====== Recorded data
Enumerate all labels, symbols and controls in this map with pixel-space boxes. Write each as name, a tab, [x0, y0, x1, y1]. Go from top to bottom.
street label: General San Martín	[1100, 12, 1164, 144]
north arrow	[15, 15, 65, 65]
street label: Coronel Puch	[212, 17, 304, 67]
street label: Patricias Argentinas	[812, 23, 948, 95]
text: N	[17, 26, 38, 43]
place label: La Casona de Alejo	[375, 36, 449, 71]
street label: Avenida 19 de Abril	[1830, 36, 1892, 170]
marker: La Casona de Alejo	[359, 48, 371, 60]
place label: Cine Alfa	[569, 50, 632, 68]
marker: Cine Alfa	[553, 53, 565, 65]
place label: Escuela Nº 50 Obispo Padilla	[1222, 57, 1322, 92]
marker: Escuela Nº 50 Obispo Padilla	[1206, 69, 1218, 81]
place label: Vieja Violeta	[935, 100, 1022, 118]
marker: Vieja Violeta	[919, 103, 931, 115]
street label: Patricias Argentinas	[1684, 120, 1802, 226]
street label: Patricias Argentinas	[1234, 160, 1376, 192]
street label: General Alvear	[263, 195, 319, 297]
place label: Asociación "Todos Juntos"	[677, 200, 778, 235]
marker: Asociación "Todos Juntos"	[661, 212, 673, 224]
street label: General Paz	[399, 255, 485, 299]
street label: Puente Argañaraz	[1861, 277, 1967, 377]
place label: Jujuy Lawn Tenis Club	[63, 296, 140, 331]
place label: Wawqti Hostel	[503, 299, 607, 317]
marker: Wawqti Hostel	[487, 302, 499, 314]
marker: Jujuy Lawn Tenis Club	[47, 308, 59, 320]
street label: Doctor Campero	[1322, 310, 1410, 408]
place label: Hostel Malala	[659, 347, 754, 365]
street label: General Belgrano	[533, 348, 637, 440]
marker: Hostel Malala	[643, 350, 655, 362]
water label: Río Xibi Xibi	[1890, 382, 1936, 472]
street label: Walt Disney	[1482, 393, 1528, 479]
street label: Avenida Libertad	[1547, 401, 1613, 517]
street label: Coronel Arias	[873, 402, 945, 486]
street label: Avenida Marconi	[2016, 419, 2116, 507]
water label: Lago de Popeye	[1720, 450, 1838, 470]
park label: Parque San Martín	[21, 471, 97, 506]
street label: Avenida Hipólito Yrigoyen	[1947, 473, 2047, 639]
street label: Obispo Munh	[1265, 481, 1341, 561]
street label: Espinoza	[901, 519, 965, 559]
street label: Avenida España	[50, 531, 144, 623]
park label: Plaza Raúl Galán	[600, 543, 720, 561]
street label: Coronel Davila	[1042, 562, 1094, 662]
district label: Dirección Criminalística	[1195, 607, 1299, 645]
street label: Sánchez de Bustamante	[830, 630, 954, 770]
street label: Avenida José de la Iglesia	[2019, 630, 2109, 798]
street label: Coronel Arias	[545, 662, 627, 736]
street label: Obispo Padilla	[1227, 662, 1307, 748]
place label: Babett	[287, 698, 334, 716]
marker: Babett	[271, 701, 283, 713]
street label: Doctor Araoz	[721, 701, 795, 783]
============
### Description of the task
Look for the string "Alejo" in the listing above and copy every line holding it.

### Completed task
place label: La Casona de Alejo	[375, 36, 449, 71]
marker: La Casona de Alejo	[359, 48, 371, 60]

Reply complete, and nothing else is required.